→ TASK STATEMENT: Look for "const dot = new Path2D();" in the entries below. Write out that line and all later lines exactly, ending with the final one.

→ GIVEN INFORMATION:

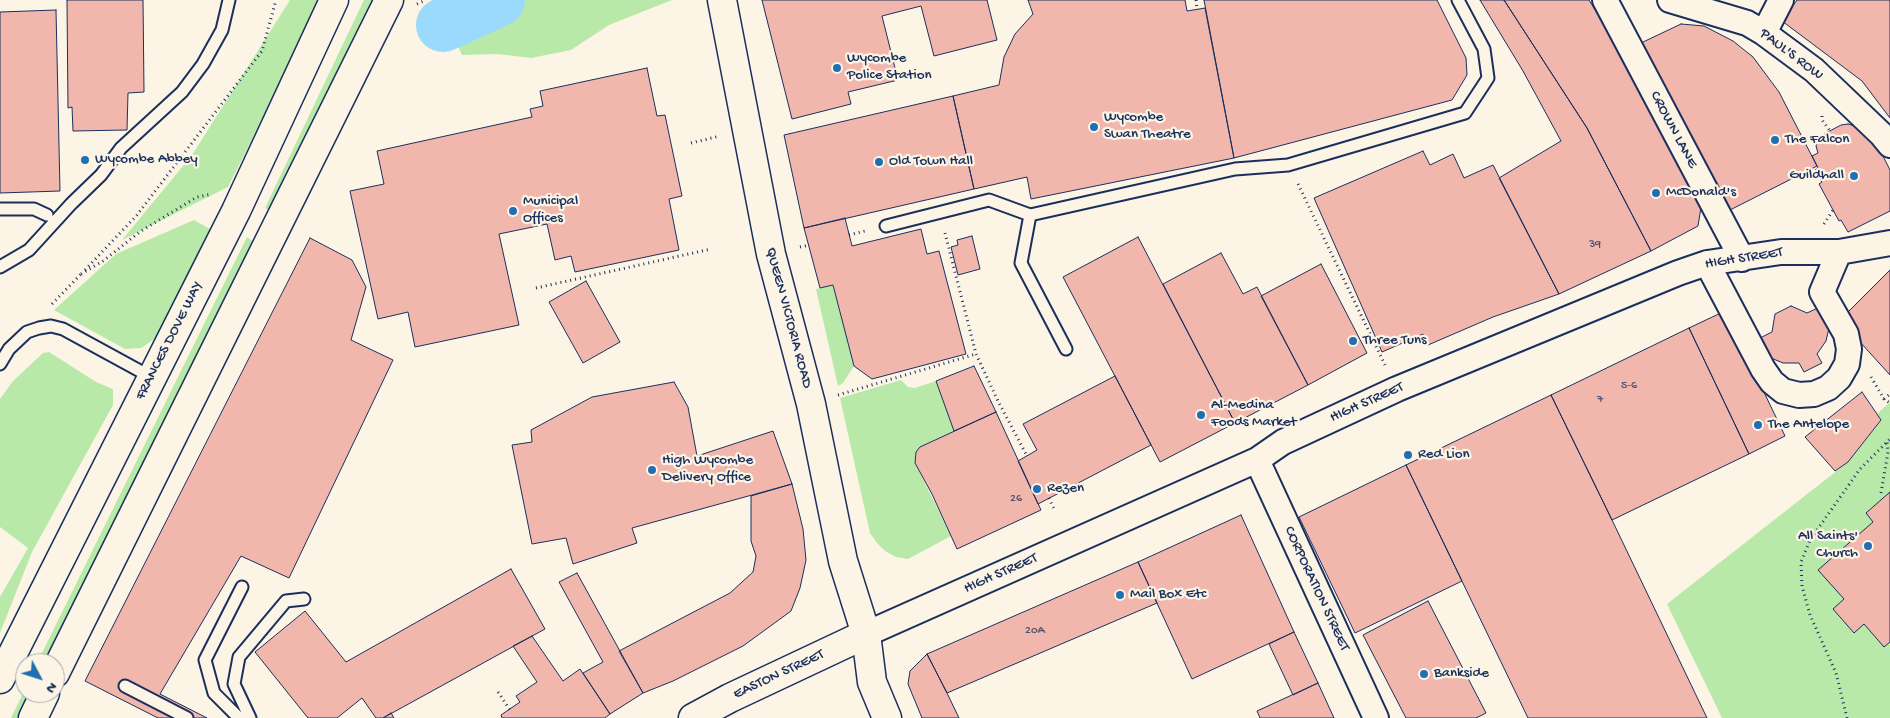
<!DOCTYPE html>
<style>
body{margin:0}
#map{position:relative;width:1890px;height:718px;overflow:hidden;background:#fcf5e5;font-family:"Gochi Hand",sans-serif}
canvas{display:block}
.north{position:absolute;left:15px;top:653px;width:50px;height:50px;box-sizing:border-box;background:#fcf5e5;border:1px solid #a2a6af;border-radius:50%;rotate:130deg;font-size:14px;font-weight:700;line-height:20px;text-align:center;color:#1b2f5e}
.north::after{content:'';display:block;margin:auto;width:18px;height:22px;background:#1f6fb2;clip-path:polygon(50% 0,100% 100%,50% 72%,0 100%)}
</style>
<div id="map">
<canvas width="1890" height="718"></canvas>
<div class="north">N</div>
</div>
<script>
const c = document.querySelector('canvas').getContext('2d');
c.lineJoin = 'round';
function fillPath(path, color) {
  c.fillStyle = color;
  c.fill(path, 'evenodd');
}
function shape(rows) {
  const path = new Path2D();
  for (const r of rows) {
    path.moveTo(r[0], r[1]);
    for (let i = 2; i < r.length; i += 2) path.lineTo(r[i], r[i + 1]);
  }
  return path;
}
function stroke(path, color, width, dash) {
  c.strokeStyle = color;
  c.lineWidth = width;
  c.lineCap = dash ? 'butt' : 'round';
  c.setLineDash(dash || []);
  c.stroke(path);
}
function label(font, color, halo, rows, align = 'center') {
  c.font = font + ' "Gochi Hand",sans-serif';
  c.lineWidth = 4.5;
  c.setLineDash([]);
  c.textBaseline = 'middle';
  c.strokeStyle = halo;
  c.fillStyle = color;
  for (const [text, x, y, turn = 0] of rows) {
    c.save();
    c.translate(x, y);
    c.rotate((+turn || 0) * Math.PI / 180);
    c.textAlign = isNaN(turn) ? turn : align;
    if (halo) c.strokeText(text, 0, 0);
    c.fillText(text, 0, 0);
    c.restore();
  }
}
fillPath(shape([
 [290,0,322,0,228,187,122,240,192,155],
 [364,0,376,0,272,212,265,208],
 [514,0,672,0,609,25,571,50,531,58,498,54,462,55,451,31],
 [194,220,210,229,159,336,141,348,125,349,54,310,116,254],
 [247,237,255,243,50,663,37,663],
 [833,285,854,366,843,383,838,386,816,289],
 [49,352,96,382,113,389,113,405,32,552,0,633,0,597,28,548,0,527,0,399,13,381,43,353],
 [901,380,908,387,915,388,936,381,954,431,920,447,916,452,915,463,951,536,908,559,896,557,885,551,877,543,870,533,840,398],
 [1890,402,1890,718,1722,718,1667,604,1848,462,1881,421,1877,414],
 [25,689,25,693,35,693,23,718,11,718]
]), '#b8e9a9');
stroke(shape([
 [443,25,498,0]
]), '#9bd9fd', 54);
const building = shape([
 [67,0,143,0,144,92,128,93,127,130,73,131,72,107,68,108,67,0],
 [762,0,987,0,997,40,934,56,921,6,882,16,898,80,848,92,851,104,792,119,762,0],
 [1028,0,1185,0,1187,11,1205,8,1234,158,1031,199,1027,177,974,189,953,96,999,85,1004,57,1015,34,1033,14,1028,0],
 [1204,0,1437,0,1466,58,1467,75,1452,100,1234,158,1204,0],
 [1480,0,1504,0,1587,128,1651,251,1559,294,1499,178,1561,141,1523,71,1480,0],
 [1504,0,1589,0,1623,55,1702,201,1698,226,1651,251,1587,128,1504,0],
 [1797,0,1890,0,1890,118,1862,81,1782,21,1797,0],
 [56,10,60,191,0,193,0,12,56,10],
 [1681,24,1704,26,1733,41,1753,57,1779,92,1817,166,1730,210,1641,43,1681,24],
 [647,68,657,116,665,115,682,196,669,199,679,250,575,272,571,256,555,260,547,224,499,234,519,325,415,347,408,312,378,319,350,191,384,184,377,151,532,117,530,109,543,106,540,91,647,68],
 [953,96,974,189,804,228,784,135,953,96],
 [1848,124,1855,126,1860,131,1866,128,1880,153,1881,152,1890,170,1890,211,1848,232,1841,220,1839,221,1819,184,1822,182,1815,170,1818,168,1812,156,1818,153,1816,146,1818,139,1824,134,1841,125,1848,124],
 [1423,151,1430,165,1453,154,1464,178,1493,165,1559,294,1493,317,1428,345,1423,334,1382,352,1314,198,1423,151],
 [845,218,852,246,921,229,927,254,939,251,966,354,872,379,854,366,833,285,820,288,804,228,845,218],
 [972,236,980,269,958,275,951,247,958,245,957,240,972,236],
 [1138,237,1235,423,1160,462,1063,277,1138,237],
 [310,238,352,260,366,287,351,340,393,360,289,578,241,556,160,694,207,718,158,718,85,681,310,238],
 [1221,253,1243,294,1257,287,1308,385,1235,423,1163,284,1221,253],
 [1321,264,1367,353,1308,385,1261,296,1321,264],
 [1890,270,1890,375,1840,320,1890,270],
 [586,281,620,342,583,363,549,302,586,281],
 [1791,306,1807,313,1822,306,1827,315,1829,328,1826,341,1817,354,1822,363,1804,372,1799,363,1783,363,1771,358,1761,349,1756,340,1772,332,1775,314,1791,306],
 [1725,311,1785,436,1749,454,1689,328,1725,311],
 [1689,328,1749,454,1612,520,1551,395,1689,328],
 [974,366,996,412,954,431,936,381,974,366],
 [1115,376,1151,445,1038,504,1018,461,1037,450,1023,424,1115,376],
 [674,382,688,407,697,456,773,431,792,484,632,528,637,543,573,564,566,538,532,544,512,445,532,442,531,430,592,397,674,382],
 [1862,392,1881,420,1848,462,1835,471,1805,437,1862,392],
 [1551,395,1612,520,1707,718,1528,718,1406,465,1551,395],
 [996,412,1041,510,957,549,932,494,915,463,916,452,920,447,996,412],
 [1406,465,1462,581,1355,633,1299,517,1406,465],
 [792,484,803,529,806,560,800,588,791,611,743,646,673,681,643,693,619,651,730,593,753,572,756,556,751,541,751,496,792,484],
 [1890,492,1890,642,1884,647,1864,624,1854,633,1833,609,1844,599,1818,570,1873,522,1866,513,1890,492],
 [1241,515,1294,632,1192,679,1138,562,1241,515],
 [1138,562,1157,603,947,693,927,654,1138,562],
 [511,569,545,629,383,718,376,718,362,698,337,718,308,718,255,652,305,611,346,662,511,569],
 [577,573,643,693,610,714,583,673,603,662,559,582,577,573],
 [1428,601,1486,713,1476,718,1406,718,1363,635,1428,601],
 [1294,632,1318,683,1293,695,1269,644,1294,632],
 [532,636,563,681,580,669,610,714,605,718,502,718,501,715,520,702,516,696,537,682,513,646,532,636],
 [927,654,947,693,959,718,922,718,908,684,910,671,927,654],
 [1318,683,1334,718,1260,718,1257,711,1318,683],
 [391,713,394,718,383,718,391,713]
]);
fillPath(building, '#f1b7ac');
stroke(building, '#1b2f5e', 1);
const lane = shape([
 [0,209,34,209,47,215],
 [1030,215,1021,263,1066,349],
 [886,226,989,200,1030,215,1235,169,1288,165,1465,113,1488,78,1484,49,1458,0],
 [0,267,29,250,71,204,101,175,121,148,182,92,203,64,222,30,229,0],
 [0,364,9,349,27,332,39,328,51,326,63,329,151,377],
 [125,686,187,718],
 [239,718,214,693,205,660,242,587],
 [250,718,234,684,239,657,286,601,304,599]
]);
const street = shape([
 [1605,0,1742,259],
 [1670,0,1747,23,1764,33,1814,70,1881,134,1890,145],
 [1764,33,1781,0],
 [1707,263,1763,369,1772,382,1783,391,1799,395,1814,394,1828,388,1839,378,1847,364,1849,349,1846,334,1822,292,1839,252],
 [1257,460,1376,718],
 [866,634,1257,460,1283,442,1397,389,1678,273,1707,263,1781,252,1839,252,1890,243]
]);
const secondary = shape([
 [693,718,730,698,866,634]
]);
const primary = shape([
 [722,0,771,254,811,404,843,561,866,634,872,682,887,718],
 [55,673,389,0],
 [0,679,236,211,334,0],
 [33,718,45,693]
]);
stroke(lane, '#1b2f5e', 15);
stroke(street, '#1b2f5e', 28);
stroke(secondary, '#1b2f5e', 31);
stroke(primary, '#1b2f5e', 31);
stroke(shape([
 [1196,0,1197,9],
 [417,4,426,0],
 [1822,116,1822,120,1830,131],
 [691,143,720,136],
 [1298,184,1385,365],
 [1824,224,1833,210],
 [945,233,976,354,998,401,1027,456],
 [849,235,865,231],
 [800,247,809,245],
 [85,270,137,215,262,51,276,0],
 [81,274,103,261,141,231,197,197,212,194],
 [536,288,711,249],
 [52,304,81,274],
 [1871,377,1884,399,1890,403],
 [838,395,976,354],
 [1884,399,1890,394],
 [1881,493,1888,452,1887,442],
 [1049,498,1055,511],
 [498,692,510,710],
 [1847,718,1836,673,1810,615,1802,586,1801,562,1810,540,1860,469,1890,439]
]), '#1b2f5e', 3, [1, 4]);
stroke(lane, '#fcf5e5', 11);
stroke(street, '#fcf5e5', 24);
stroke(secondary, '#fcf5e5', 28);
stroke(primary, '#fcf5e5', 28);
for (const [x, y, r, color] of [
 [837,68,5,"#1f6fb2"],
 [1094,127,5,"#1f6fb2"],
 [1775,140,5,"#1f6fb2"],
 [85,160,5,"#1f6fb2"],
 [879,162,5,"#1f6fb2"],
 [1854,176,5,"#1f6fb2"],
 [1656,193,5,"#1f6fb2"],
 [513,211,5,"#1f6fb2"],
 [1353,341,5,"#1f6fb2"],
 [1201,415,5,"#1f6fb2"],
 [1758,425,5,"#1f6fb2"],
 [1408,455,5,"#1f6fb2"],
 [652,470,5,"#1f6fb2"],
 [1037,489,5,"#1f6fb2"],
 [1868,546,5,"#1f6fb2"],
 [1120,595,5,"#1f6fb2"],
 [1424,674,5,"#1f6fb2"]
]) {
  const dot = new Path2D();
  dot.arc(x, y, r, 0, 2 * Math.PI);
  c.fillStyle = color;
  c.fill(dot);
  stroke(dot, '#fcf5e5', 2);
}
label('12px', '#505172', null, [
 ["39",1595,245],
 ["5-6",1629,386],
 ["7",1600,400],
 ["26",1016,499],
 ["20A",1035,631]
]);
label('15px', '#1b2f5e', '#fcf5e5', [
 ["PAUL'S ROW",1791,55,37],
 ["CROWN LANE",1673,130,62],
 ["HIGH STREET",1744,259,-9],
 ["QUEEN VICTORIA ROAD",788,318,75],
 ["FRANCES DOVE WAY",170,341,-63],
 ["HIGH STREET",1367,403,-24],
 ["HIGH STREET",1001,574,-24],
 ["CORPORATION STREET",1316,589,65],
 ["EASTON STREET",779,675,-25]
]);
label('15px', '#1b2f5e', '#fcf5e5', [
 ["Wycombe",847,59],
 ["Police Station",847,76],
 ["Wycombe",1104,118],
 ["Swan Theatre",1104,135],
 ["The Falcon",1785,140],
 ["Wycombe Abbey",95,160],
 ["Old Town Hall",889,162],
 ["Guildhall",1844,176,"right"],
 ["McDonald's",1666,193],
 ["Municipal",523,202],
 ["Offices",523,219],
 ["Three Tuns",1363,341],
 ["Al-Medina",1211,406],
 ["Foods Market",1211,423],
 ["The Antelope",1768,425],
 ["Red Lion",1418,455],
 ["High Wycombe",662,461],
 ["Delivery Office",662,478],
 ["Rezen",1047,489],
 ["All Saints'",1858,537,"right"],
 ["Church",1858,554,"right"],
 ["Mail Box Etc",1130,595],
 ["Bankside",1434,674]
], 'left');
</script>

→ TASK RESPONSE:
  const dot = new Path2D();
  dot.arc(x, y, r, 0, 2 * Math.PI);
  c.fillStyle = color;
  c.fill(dot);
  stroke(dot, '#fcf5e5', 2);
}
label('12px', '#505172', null, [
 ["39",1595,245],
 ["5-6",1629,386],
 ["7",1600,400],
 ["26",1016,499],
 ["20A",1035,631]
]);
label('15px', '#1b2f5e', '#fcf5e5', [
 ["PAUL'S ROW",1791,55,37],
 ["CROWN LANE",1673,130,62],
 ["HIGH STREET",1744,259,-9],
 ["QUEEN VICTORIA ROAD",788,318,75],
 ["FRANCES DOVE WAY",170,341,-63],
 ["HIGH STREET",1367,403,-24],
 ["HIGH STREET",1001,574,-24],
 ["CORPORATION STREET",1316,589,65],
 ["EASTON STREET",779,675,-25]
]);
label('15px', '#1b2f5e', '#fcf5e5', [
 ["Wycombe",847,59],
 ["Police Station",847,76],
 ["Wycombe",1104,118],
 ["Swan Theatre",1104,135],
 ["The Falcon",1785,140],
 ["Wycombe Abbey",95,160],
 ["Old Town Hall",889,162],
 ["Guildhall",1844,176,"right"],
 ["McDonald's",1666,193],
 ["Municipal",523,202],
 ["Offices",523,219],
 ["Three Tuns",1363,341],
 ["Al-Medina",1211,406],
 ["Foods Market",1211,423],
 ["The Antelope",1768,425],
 ["Red Lion",1418,455],
 ["High Wycombe",662,461],
 ["Delivery Office",662,478],
 ["Rezen",1047,489],
 ["All Saints'",1858,537,"right"],
 ["Church",1858,554,"right"],
 ["Mail Box Etc",1130,595],
 ["Bankside",1434,674]
], 'left');
</script>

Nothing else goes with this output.